Saved data entries:
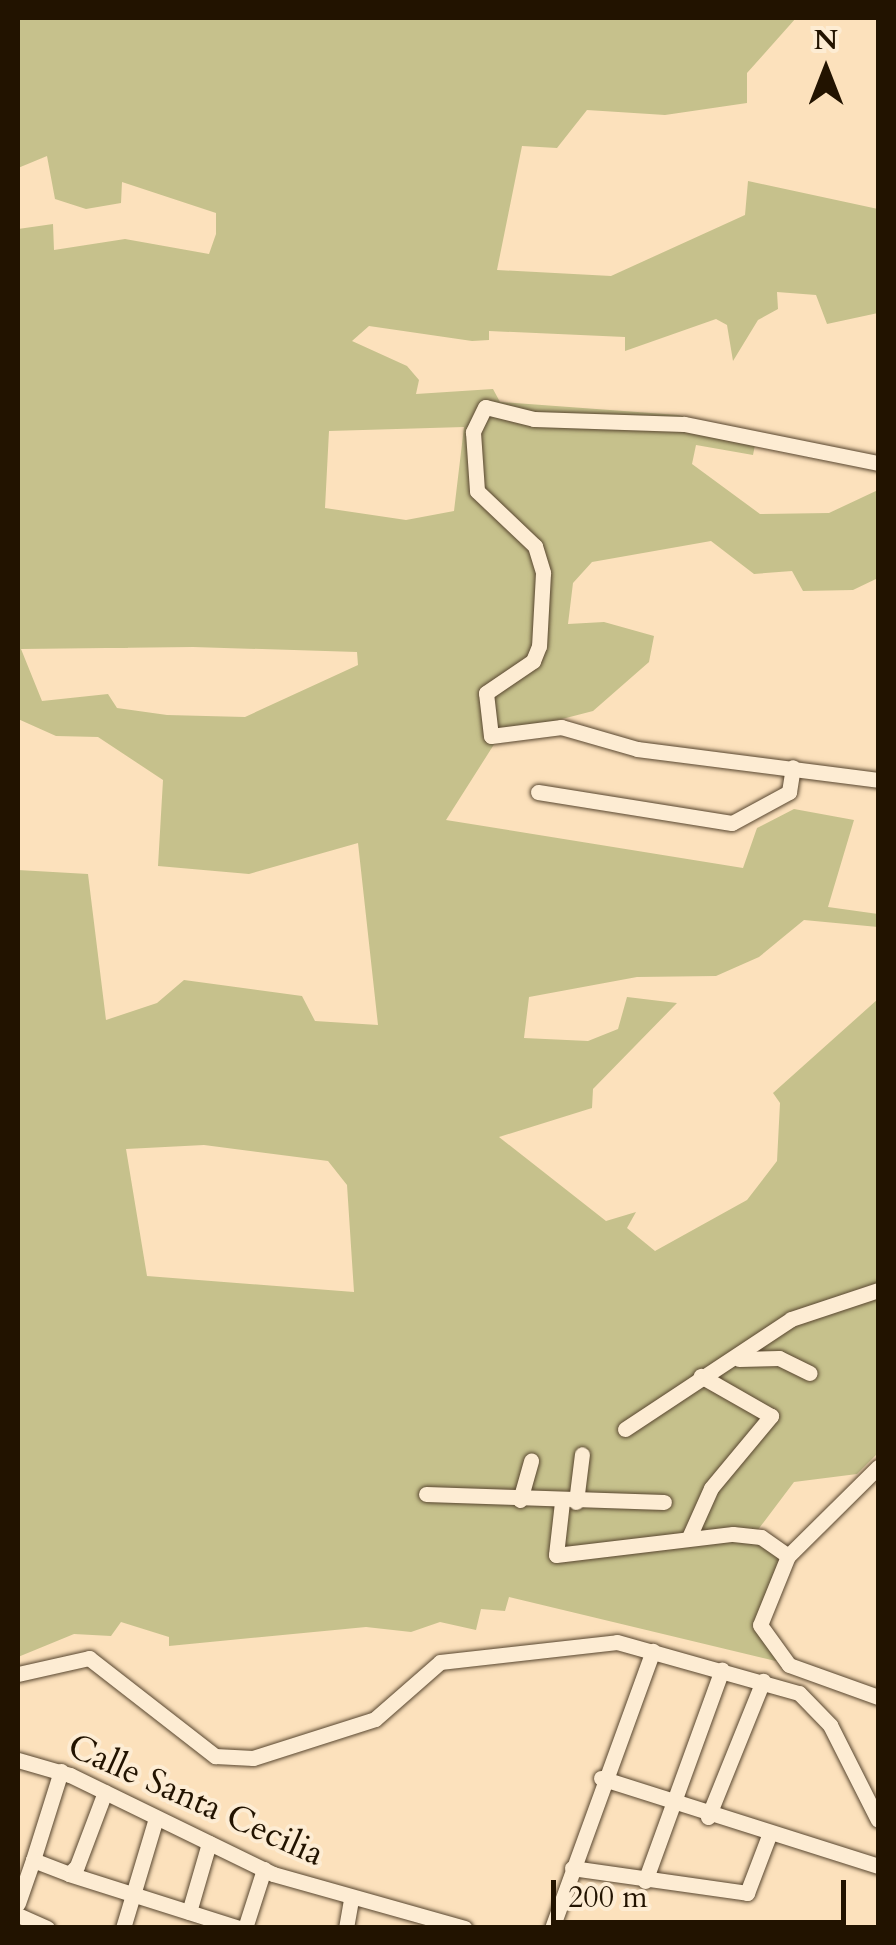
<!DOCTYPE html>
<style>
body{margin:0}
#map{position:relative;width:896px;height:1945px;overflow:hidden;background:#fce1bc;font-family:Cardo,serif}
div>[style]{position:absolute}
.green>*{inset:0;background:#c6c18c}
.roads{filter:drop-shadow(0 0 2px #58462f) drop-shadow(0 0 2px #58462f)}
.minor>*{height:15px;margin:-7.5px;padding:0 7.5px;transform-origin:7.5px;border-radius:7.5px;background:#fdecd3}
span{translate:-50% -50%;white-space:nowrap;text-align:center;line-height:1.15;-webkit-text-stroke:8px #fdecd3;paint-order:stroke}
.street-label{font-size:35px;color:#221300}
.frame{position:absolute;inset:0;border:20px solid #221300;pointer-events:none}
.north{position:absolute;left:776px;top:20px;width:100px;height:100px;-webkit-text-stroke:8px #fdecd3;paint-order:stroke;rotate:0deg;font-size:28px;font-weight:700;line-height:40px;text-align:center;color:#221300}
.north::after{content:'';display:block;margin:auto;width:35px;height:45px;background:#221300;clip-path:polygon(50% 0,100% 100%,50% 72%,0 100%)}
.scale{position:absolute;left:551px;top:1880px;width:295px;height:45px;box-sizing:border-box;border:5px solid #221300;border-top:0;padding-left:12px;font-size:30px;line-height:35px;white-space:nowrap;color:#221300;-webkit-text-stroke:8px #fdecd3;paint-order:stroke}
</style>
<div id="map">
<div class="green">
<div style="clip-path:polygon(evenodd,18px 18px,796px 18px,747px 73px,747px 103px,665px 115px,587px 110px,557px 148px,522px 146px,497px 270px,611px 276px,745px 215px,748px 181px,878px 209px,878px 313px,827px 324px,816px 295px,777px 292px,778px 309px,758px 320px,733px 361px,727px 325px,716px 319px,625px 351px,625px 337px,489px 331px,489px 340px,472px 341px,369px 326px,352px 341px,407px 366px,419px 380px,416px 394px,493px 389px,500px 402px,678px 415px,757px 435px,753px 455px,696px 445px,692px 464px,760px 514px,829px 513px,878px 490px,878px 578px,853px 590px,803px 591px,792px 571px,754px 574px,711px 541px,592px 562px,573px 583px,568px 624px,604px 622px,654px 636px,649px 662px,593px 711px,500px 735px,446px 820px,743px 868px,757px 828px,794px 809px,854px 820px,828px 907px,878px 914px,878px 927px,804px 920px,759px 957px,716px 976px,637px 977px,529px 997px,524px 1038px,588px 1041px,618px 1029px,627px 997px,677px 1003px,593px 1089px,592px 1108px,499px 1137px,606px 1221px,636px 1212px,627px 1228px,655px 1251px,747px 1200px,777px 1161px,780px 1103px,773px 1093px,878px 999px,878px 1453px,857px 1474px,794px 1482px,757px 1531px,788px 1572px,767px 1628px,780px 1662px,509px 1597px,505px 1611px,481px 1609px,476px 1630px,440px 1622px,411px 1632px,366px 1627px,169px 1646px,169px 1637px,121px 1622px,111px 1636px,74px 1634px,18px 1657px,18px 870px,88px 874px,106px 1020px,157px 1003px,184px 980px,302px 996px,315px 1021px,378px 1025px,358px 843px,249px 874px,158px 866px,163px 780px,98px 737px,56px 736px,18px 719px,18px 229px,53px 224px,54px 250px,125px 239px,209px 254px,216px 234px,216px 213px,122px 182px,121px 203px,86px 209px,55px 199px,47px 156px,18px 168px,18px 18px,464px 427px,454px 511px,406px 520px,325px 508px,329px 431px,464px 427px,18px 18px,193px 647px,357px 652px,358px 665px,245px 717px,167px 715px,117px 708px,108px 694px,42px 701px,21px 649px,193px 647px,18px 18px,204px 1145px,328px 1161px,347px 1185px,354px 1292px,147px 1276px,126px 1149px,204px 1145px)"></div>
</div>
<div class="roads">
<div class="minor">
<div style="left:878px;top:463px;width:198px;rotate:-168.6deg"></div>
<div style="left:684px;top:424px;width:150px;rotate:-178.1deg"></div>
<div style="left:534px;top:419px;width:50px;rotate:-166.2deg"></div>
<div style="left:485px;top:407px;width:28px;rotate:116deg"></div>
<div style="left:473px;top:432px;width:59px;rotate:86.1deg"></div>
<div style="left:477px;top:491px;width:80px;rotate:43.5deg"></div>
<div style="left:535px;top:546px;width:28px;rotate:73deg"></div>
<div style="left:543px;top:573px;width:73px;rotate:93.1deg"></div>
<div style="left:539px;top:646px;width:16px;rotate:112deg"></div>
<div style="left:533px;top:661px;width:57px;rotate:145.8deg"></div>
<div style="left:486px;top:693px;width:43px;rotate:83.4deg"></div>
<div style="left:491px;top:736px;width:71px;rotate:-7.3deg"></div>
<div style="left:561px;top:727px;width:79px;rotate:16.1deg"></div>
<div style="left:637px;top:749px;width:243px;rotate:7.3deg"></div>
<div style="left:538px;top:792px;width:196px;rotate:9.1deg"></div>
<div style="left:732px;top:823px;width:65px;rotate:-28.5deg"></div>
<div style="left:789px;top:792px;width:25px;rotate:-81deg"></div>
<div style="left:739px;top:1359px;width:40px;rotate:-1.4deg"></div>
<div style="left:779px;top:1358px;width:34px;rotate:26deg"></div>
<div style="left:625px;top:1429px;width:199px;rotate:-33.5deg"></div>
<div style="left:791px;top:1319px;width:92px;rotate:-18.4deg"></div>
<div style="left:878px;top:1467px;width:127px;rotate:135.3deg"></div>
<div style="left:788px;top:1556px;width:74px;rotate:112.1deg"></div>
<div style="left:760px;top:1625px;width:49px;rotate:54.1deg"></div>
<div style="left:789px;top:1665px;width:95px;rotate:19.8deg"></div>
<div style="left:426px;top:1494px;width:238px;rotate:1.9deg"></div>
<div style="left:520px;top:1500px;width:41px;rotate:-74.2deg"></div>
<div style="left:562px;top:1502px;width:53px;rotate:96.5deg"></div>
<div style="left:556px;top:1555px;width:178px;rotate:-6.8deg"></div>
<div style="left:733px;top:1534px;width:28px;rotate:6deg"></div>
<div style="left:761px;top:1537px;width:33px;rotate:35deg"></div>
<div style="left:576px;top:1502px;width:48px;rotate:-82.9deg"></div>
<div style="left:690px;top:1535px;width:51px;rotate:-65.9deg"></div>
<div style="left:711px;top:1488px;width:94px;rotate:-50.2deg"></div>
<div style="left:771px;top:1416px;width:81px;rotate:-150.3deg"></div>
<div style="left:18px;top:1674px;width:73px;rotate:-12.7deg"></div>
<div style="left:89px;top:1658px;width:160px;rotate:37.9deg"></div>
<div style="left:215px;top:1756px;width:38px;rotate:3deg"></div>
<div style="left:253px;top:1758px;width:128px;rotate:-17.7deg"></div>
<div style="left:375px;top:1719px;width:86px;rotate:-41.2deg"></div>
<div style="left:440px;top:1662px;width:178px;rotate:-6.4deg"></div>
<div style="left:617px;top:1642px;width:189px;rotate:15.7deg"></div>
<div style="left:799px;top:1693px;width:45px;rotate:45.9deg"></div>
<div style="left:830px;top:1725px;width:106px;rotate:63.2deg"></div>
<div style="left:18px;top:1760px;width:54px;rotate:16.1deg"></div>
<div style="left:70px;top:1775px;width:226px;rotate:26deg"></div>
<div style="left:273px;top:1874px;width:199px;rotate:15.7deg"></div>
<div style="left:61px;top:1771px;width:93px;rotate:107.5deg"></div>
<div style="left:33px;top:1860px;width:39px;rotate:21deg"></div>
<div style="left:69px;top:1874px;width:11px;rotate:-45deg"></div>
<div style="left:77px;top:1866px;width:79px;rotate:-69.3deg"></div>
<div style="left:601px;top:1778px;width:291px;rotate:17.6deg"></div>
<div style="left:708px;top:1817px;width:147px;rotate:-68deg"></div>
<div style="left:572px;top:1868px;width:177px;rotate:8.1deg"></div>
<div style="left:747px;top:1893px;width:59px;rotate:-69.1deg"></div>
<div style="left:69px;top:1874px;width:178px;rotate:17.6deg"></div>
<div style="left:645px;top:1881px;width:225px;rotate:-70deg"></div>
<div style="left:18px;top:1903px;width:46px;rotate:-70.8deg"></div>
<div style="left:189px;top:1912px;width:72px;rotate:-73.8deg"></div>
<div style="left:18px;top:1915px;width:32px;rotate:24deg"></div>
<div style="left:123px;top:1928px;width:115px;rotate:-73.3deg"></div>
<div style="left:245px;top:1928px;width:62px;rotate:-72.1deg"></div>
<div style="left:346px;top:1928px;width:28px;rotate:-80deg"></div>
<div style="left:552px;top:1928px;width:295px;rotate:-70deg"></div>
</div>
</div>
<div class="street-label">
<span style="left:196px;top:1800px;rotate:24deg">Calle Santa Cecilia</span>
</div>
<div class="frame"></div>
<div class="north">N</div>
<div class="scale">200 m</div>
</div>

* * *

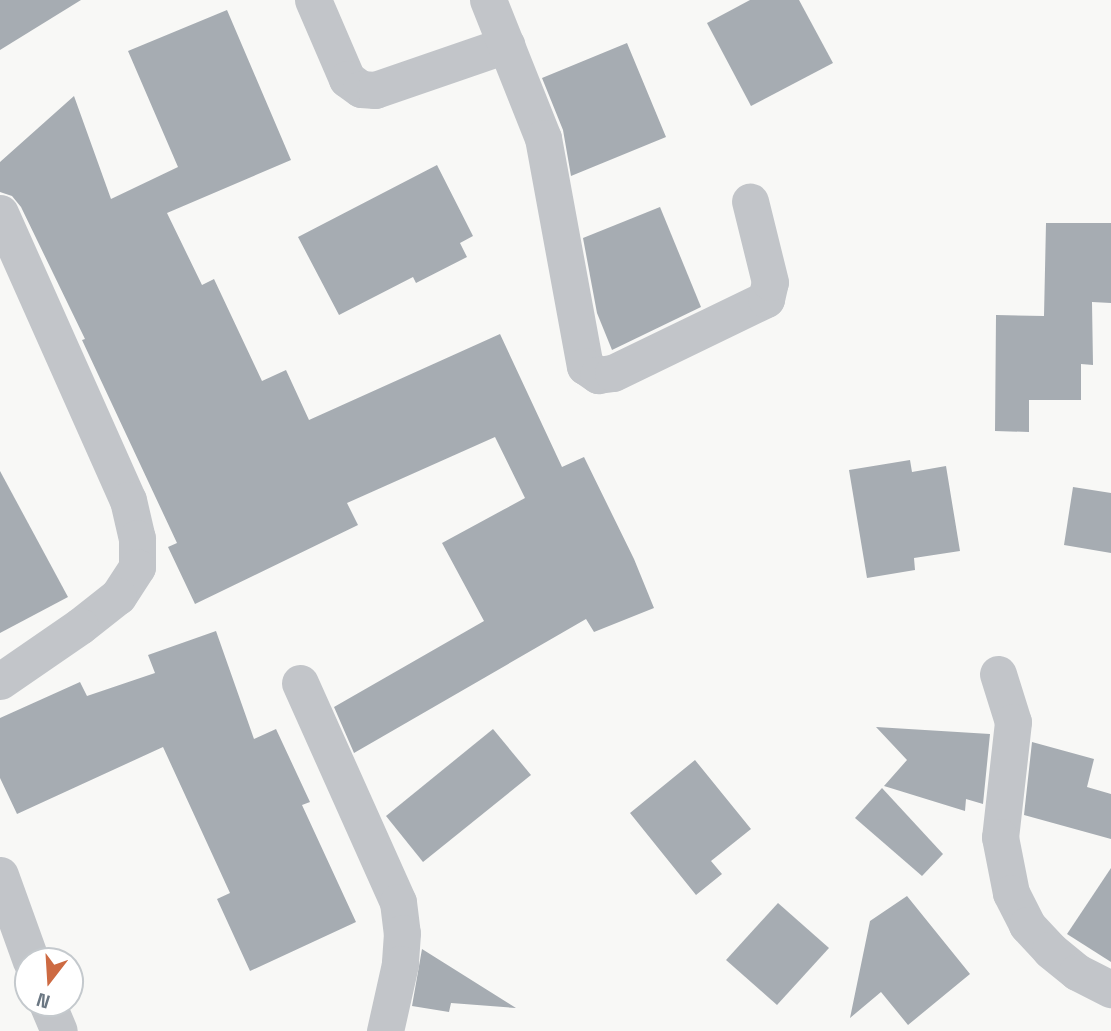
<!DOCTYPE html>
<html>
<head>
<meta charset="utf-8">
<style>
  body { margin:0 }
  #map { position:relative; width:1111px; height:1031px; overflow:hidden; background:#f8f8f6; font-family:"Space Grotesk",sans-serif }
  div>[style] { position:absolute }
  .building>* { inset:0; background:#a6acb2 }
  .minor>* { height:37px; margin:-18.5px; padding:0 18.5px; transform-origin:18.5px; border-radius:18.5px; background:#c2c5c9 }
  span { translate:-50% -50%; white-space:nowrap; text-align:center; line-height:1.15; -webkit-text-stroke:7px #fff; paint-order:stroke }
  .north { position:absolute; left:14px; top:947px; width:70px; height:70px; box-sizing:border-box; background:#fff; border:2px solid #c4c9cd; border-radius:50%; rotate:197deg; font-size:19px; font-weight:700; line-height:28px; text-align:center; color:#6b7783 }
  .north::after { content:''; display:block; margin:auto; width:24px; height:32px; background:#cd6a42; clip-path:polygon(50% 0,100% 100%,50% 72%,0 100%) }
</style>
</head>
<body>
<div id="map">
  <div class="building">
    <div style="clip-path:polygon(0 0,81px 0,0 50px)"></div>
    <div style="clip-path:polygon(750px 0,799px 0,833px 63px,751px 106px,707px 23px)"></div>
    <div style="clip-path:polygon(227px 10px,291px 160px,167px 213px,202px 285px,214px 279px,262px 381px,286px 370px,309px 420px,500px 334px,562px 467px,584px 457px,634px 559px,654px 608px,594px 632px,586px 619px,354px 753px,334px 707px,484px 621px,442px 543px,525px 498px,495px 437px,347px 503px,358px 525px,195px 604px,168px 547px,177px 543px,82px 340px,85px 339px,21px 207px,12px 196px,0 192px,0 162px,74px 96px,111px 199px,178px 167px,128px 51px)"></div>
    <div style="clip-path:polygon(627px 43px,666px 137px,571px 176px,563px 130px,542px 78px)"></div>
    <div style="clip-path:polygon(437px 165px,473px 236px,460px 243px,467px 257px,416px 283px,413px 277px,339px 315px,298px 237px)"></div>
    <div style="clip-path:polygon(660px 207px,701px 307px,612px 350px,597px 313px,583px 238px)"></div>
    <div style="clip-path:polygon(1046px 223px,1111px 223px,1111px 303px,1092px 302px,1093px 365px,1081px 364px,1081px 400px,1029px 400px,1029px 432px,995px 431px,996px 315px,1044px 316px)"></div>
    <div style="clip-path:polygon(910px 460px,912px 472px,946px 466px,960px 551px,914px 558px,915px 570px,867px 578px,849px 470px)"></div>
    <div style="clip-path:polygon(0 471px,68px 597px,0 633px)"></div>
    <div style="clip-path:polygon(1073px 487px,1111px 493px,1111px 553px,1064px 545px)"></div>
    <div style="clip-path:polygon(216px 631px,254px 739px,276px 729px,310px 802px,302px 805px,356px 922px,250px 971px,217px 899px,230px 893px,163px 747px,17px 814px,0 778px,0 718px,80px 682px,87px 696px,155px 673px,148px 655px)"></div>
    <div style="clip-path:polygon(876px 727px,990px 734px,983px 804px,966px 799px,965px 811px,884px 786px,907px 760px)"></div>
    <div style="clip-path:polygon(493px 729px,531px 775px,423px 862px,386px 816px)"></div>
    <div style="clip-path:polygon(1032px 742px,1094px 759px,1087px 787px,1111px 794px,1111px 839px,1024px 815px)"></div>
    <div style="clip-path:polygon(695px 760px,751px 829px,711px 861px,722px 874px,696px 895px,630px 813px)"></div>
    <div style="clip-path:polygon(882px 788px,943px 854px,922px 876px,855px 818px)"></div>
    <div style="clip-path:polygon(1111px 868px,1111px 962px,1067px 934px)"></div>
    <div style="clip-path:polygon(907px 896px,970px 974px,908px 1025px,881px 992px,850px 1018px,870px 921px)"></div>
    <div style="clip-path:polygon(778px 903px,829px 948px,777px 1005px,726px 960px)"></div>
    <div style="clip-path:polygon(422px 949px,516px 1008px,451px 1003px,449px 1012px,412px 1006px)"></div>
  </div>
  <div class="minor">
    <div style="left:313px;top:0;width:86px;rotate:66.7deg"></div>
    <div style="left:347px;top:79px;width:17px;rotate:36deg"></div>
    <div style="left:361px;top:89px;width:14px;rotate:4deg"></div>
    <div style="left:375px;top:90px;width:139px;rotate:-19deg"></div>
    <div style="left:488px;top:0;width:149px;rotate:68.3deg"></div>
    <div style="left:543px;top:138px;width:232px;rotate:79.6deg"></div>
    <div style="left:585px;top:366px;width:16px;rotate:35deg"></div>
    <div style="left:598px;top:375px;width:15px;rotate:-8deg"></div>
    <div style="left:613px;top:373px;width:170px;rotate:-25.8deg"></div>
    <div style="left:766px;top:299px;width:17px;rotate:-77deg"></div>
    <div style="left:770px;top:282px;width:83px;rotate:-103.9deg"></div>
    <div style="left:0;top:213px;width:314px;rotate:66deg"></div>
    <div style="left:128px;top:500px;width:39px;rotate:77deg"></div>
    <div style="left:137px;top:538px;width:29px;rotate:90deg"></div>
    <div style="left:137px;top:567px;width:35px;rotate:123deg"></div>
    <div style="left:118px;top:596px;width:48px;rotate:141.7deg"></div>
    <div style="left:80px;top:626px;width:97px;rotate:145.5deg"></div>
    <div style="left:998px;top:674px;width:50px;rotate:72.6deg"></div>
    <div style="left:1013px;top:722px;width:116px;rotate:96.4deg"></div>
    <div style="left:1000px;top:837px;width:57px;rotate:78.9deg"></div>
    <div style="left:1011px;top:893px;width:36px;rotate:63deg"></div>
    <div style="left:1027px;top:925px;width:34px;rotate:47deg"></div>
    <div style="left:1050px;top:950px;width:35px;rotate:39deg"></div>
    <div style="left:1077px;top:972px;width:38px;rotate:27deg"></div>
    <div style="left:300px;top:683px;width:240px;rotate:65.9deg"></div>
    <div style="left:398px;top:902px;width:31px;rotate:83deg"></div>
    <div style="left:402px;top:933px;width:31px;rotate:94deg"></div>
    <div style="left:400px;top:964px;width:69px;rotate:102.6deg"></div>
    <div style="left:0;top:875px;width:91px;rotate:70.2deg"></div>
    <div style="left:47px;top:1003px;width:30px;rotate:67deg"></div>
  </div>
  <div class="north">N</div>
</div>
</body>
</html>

**TASK ITEM:**
Where the word "roads" appears in a line of the entries, copy that line.

**WRITTEN RESPONSE:**
.roads{filter:drop-shadow(0 0 2px #58462f) drop-shadow(0 0 2px #58462f)}
<div class="roads">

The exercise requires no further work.